Quand on voit une telle toile, on a spontanément envie de l’accompagner de la musique de Bach ou du clavecin de Scarlatti. Pourquoi pas… Mais pour comprendre Watteau et cette période de la Régence, on se permettra de recommander tout à fait autre chose : la basse et la guitare électrique de « White Rabbit » de Jefferson Airplane, par exemple. Car, s’il y a dans l’histoire récente une comparaison possible avec l’atmosphère de la Régence et des toiles de Watteau, elle est à chercher du côté des envolées psychédéliques des années 1960 : les hippies qui rejoignaient l’île de Wight en 1968 ou 1969, pour célébrer l’amour en pleine nature et congédier leur hantise du nucléaire et des conflits planétaires, valent tout à fait les pèlerins de l’île de Cythère.

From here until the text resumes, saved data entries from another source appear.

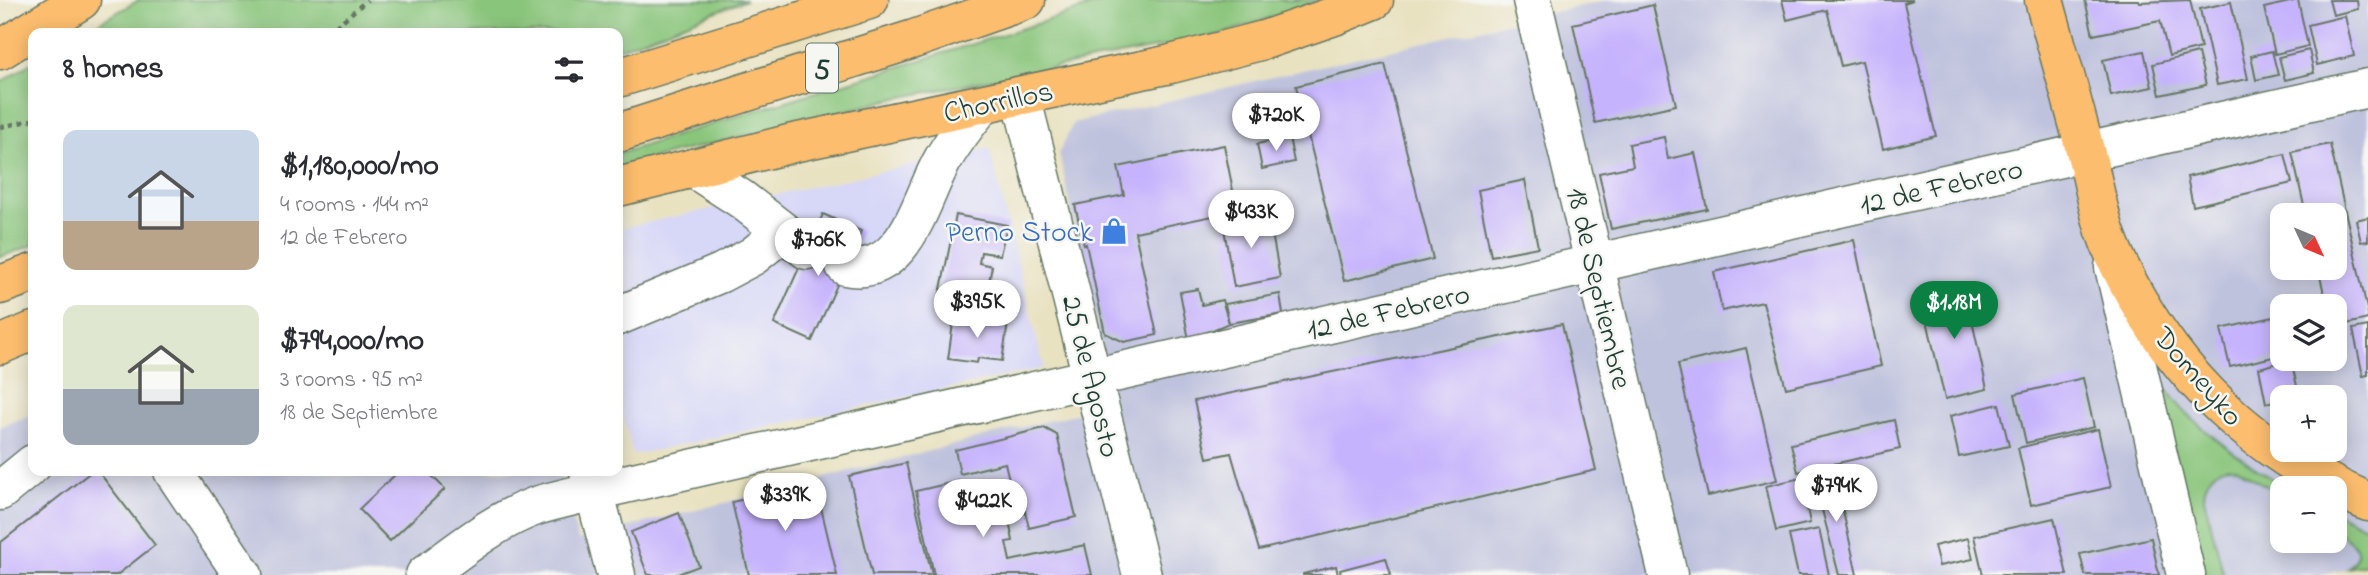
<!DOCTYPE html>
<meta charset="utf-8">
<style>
:root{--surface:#fff;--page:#f7f7f7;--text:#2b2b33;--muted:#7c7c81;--accent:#0b8043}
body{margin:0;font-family:"Indie Flower",sans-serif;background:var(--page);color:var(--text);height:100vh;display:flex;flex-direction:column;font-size:26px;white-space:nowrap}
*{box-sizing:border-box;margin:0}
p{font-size:23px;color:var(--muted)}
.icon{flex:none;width:38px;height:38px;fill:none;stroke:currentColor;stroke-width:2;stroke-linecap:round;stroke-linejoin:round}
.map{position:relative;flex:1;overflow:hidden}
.panel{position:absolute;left:28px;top:28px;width:595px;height:448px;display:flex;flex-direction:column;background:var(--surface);border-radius:14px;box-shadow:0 4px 18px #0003}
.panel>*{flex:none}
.needle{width:46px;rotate:134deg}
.tools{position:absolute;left:2270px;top:203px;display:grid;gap:14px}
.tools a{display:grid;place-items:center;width:77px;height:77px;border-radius:14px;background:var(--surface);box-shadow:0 4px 18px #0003;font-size:35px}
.price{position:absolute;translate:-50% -60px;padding:0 16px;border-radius:24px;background:#fff;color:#222;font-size:23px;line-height:46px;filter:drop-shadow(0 2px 4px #0008)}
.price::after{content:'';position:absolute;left:50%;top:42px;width:21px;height:16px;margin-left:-10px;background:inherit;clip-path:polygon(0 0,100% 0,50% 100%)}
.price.current{background:var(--accent);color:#fff}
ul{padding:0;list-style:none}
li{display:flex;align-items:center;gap:21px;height:175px;padding:0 35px}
li span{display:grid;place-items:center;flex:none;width:196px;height:140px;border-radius:14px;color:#555}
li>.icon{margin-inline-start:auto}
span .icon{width:84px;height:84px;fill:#fffc;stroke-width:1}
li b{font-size:30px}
h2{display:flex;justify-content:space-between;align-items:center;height:84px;padding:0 35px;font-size:30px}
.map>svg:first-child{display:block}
</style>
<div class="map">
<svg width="2368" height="575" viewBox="0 0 2368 575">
<rect width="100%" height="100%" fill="#f6f6f2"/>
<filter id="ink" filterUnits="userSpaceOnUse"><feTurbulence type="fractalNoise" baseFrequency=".0143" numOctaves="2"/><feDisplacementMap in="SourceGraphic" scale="14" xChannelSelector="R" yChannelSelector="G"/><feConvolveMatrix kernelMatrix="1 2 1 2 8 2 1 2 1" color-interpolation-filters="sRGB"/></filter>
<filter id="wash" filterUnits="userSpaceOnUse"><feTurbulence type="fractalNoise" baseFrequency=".00686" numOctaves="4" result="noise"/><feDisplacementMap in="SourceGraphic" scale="28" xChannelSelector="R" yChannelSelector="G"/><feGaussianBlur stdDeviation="1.57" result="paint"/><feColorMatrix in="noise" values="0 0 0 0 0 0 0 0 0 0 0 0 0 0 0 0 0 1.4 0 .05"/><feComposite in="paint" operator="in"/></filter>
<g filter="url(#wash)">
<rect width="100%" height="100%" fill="#e9e2c1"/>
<polygon fill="#d7d7f8" points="989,148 1044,368 633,455 618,396 618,229"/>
<path fill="#bfc2dd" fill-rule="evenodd" d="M1607 0H2368V564L2321 575H0V427L33 414V471H559L578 540 1114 404 1059 153 1073 123ZM2282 215H2334V268H2282ZM2282 306H2334V359H2282ZM2282 397H2334V450H2282ZM2282 488H2334V541H2282Z"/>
<g fill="#89c57a" stroke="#548157" stroke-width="2">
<polygon points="139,0 746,0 618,49 618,33 81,33"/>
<path d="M1109 0H1321L1217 36 892 99 618 167V154C781 100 947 55 1109 0Z"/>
<polygon points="33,62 33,245 0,257 0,83"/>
<path d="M2151 354C2156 366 2160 378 2167 389 2186 422 2255 470 2289 488H2282V497L2238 468C2217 463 2204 478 2204 498L2224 575H2202Z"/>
<path d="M2334 512 2368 528V564L2348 568C2368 549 2352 542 2335 530Z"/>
</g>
<g id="blocks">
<g fill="#c6b3fd">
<polygon points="1782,0 1913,0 1904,3 1936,136 1883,149 1862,61 1841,66 1827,10 1787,20"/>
<polygon points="2085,0 2139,0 2140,2 2190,0 2201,48 2169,56 2160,21 2093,35"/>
<polygon points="2298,0 2308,46 2275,54 2264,8"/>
<polygon points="2329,0 2357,0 2358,9 2333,15"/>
<polygon points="2231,2 2248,79 2217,85 2200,9"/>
<polygon points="1653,5 1676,105 1595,123 1573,24"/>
<polygon points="2345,16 2354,56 2317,65 2308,25"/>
<polygon points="2309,50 2314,73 2285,80 2279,57"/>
<polygon points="2144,51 2152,87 2111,96 2103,60"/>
<polygon points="2272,51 2278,75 2256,80 2251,56"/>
<polygon points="2198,53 2206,85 2160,95 2153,64"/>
<polygon points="1385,64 1433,259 1344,281 1296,86"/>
<polygon points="1289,137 1294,162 1262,169 1257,144"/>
<polygon points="1664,137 1668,159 1695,153 1707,209 1611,229 1599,173 1633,166 1629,144"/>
<polygon points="2330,144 2368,313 2368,319 2334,327 2334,306 2327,306 2318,268 2334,268 2334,215 2306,215 2292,152"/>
<polygon points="1224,145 1237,211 1135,232 1157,335 1124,342 1105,333 1086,244 1084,245 1075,205 1124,195 1118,167"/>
<polygon points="2285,154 2292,183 2193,206 2187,177"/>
<polygon points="1525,180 1538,247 1491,256 1478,190"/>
<polygon points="1268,211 1280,278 1234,287 1223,223"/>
<polygon points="823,214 861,231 812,341 774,324"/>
<polygon points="956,215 1007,225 1000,255 981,252 979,263 992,266 985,303 940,294"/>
<polygon points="2368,217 2368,241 2361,242 2356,220"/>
<polygon points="1854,240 1881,366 1786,388 1763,302 1722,311 1714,272"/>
<polygon points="1964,284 1987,389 1945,399 1921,294"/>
<polygon points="1198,289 1202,305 1222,300 1229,323 1189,340 1180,292"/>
<polygon points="1280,294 1283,314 1229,323 1225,304"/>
<polygon points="2282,315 2282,355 2230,367 2221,329"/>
<polygon points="954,316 1008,323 1002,361 978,358 977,363 948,359"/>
<polygon points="1562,324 1596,470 1259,550 1231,453 1207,458 1194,401"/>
<polygon points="2368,326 2368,375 2363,376 2353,329"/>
<polygon points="1746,348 1777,480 1708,496 1678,364"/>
<polygon points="2291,360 2299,395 2282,397 2282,399 2266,403 2259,368"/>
<polygon points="2083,378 2094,427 2026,443 2015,394"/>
<polygon points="1999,404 2009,446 1959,457 1950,416"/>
<polygon points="1894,420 1900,449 1798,472 1791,444"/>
<polygon points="1044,428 1057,435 1076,517 1029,528 1019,486 1011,488 1005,463 960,474 955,450"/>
<polygon points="2098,429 2111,487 2031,505 2018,448"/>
<polygon points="906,463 932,575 872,575 849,476"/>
<polygon points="92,471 98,471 155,545 117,575 0,575 0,543"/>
<polygon points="399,471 410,471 412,473 419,471 422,474 427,471 445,489 390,541 359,509"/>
<polygon points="1835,475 1857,575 1839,575 1814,479"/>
<polygon points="1801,478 1810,523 1776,531 1766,486"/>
<polygon points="959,481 962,497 990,491 995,518 1008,515 1013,541 1006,542 1010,561 1085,545 1092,575 934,575 916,491"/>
<polygon points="815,482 837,575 749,575 732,502"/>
<polygon points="679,513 699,566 675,575 648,575 631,532"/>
<polygon points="2054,518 2067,575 1983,575 1974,536"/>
<polygon points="1819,529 1829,575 1798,575 1789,535"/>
<polygon points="1968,538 1973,559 1939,566 1934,546"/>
<polygon points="2151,538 2159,575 2085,575 2080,554"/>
<polygon points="1386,558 1391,575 1341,575 1340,570"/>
<polygon points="1336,566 1338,575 1303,575 1303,574"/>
</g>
</g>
</g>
<g filter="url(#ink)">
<use href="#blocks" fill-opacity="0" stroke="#667765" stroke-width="2"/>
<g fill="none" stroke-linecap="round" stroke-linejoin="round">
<defs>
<g id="minor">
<polyline points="1532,0 1668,575"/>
<polyline points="1021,96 1142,575"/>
<polyline points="693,168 741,199 807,250"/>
<path d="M845 266C905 279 920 200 942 161 954 140 968 122 983 104"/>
<polyline points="2114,267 2186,575"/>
<polyline points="618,316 721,273 753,256 783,232"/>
<polyline points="173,471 243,575"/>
<polyline points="589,471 616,575"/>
<polyline points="0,491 33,464"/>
<path d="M425 575C460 550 494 521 536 506 555 500 575 496 594 491L2368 88"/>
</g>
<g id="major">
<path d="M2044 0C2058 51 2073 102 2086 154 2093 179 2097 206 2105 231 2113 255 2125 277 2137 299 2193 395 2267 457 2368 502"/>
<polyline points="0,50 81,0"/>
<polyline points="618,187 793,143 1171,64 1264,40 1337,15 1374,0"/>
</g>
<g id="highway">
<polyline points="618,78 869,0"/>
<polyline points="618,133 914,39 1026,0"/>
<polyline points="0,285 33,273"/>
<polyline points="0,345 33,331"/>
</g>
</defs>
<use href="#minor" stroke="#667765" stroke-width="41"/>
<use href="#major" stroke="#667765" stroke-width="41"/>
<use href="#highway" stroke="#667765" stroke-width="41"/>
<g stroke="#667765" stroke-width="4.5" stroke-dasharray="5 5" stroke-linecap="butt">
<polyline points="328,33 367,0"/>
<polyline points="0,127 33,120"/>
</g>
<use href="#minor" stroke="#fff" stroke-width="38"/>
<use href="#major" stroke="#fcbd6e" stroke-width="38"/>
<use href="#highway" stroke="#fcbd6e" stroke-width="38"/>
</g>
</g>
<defs>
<symbol id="shop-bare" viewBox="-9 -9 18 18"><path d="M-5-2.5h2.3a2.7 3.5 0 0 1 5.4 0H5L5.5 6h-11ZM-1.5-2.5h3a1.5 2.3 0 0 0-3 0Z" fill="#3f7fe0" stroke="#f6f6f2" stroke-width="2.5" paint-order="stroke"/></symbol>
</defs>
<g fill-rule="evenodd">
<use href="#shop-bare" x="1095" y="212" width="38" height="38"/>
</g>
<g text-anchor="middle" stroke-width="5" stroke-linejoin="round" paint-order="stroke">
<rect fill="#f6f6f2" stroke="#60746d" stroke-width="2" x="806" y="43.5" width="32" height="49" rx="5"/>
<g font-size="28" font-weight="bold" fill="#1f3d34">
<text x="822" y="78">5</text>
</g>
<g font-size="30" fill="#1f3d34" stroke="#f6f6f2">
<text transform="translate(998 101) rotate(-12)" y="10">Chorrillos</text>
<text transform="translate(1941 186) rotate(-13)" y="10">12 de Febrero</text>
<text transform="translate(1600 288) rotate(77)" y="10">18 de Septiembre</text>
<text transform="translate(1388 311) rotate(-13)" y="10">12 de Febrero</text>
<text transform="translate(1092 376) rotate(76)" y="10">25 de Agosto</text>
<text transform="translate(2199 376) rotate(49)" y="10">Domeyko</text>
</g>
<g font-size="30" fill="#366cbe" stroke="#f6f6f2" text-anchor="end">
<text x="1093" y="241">Perno Stock</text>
</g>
</g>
</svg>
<div class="tools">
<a><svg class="needle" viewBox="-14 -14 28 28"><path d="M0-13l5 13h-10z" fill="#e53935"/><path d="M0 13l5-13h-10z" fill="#7c7c81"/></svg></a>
<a><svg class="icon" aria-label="layers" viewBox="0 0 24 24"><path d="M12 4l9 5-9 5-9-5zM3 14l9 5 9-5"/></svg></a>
<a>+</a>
<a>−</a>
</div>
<b class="price" style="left:1276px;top:153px">$720K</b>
<b class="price" style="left:1251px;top:250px">$433K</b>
<b class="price" style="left:818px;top:278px">$706K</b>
<b class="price" style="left:977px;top:340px">$395K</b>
<b class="price current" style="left:1954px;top:341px">$1.18M</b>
<b class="price" style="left:1836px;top:524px">$794K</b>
<b class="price" style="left:785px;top:533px">$339K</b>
<b class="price" style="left:983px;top:539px">$422K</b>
<section class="panel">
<h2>8 homes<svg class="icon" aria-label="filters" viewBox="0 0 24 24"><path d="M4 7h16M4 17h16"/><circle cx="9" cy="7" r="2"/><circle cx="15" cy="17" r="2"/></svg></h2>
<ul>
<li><span style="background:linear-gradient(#c9d6e8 65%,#b9a48a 0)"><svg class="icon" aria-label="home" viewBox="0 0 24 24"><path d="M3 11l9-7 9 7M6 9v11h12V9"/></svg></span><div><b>$1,180,000/mo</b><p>4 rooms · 144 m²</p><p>12 de Febrero</p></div></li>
<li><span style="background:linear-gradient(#dfe7d0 60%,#9aa5b1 0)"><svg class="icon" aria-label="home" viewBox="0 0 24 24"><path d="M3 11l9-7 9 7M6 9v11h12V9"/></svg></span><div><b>$794,000/mo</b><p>3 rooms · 95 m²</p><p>18 de Septiembre</p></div></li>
</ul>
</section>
</div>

Et on comprend dès lors que ce qui pourrait apparaître comme une simple image charmante et frivole est en réalité travaillé en profondeur par une ambition politique. La fête est une utopie miniature : celle d’une société qui se brasse, s’embrasse et exulte, celle d’une valorisation de la créativité et de l’émotion. Peindre la fête, ce n’est pas seulement montrer une heureuse exception ou un moment cathartique, c’est promettre des jours meilleurs.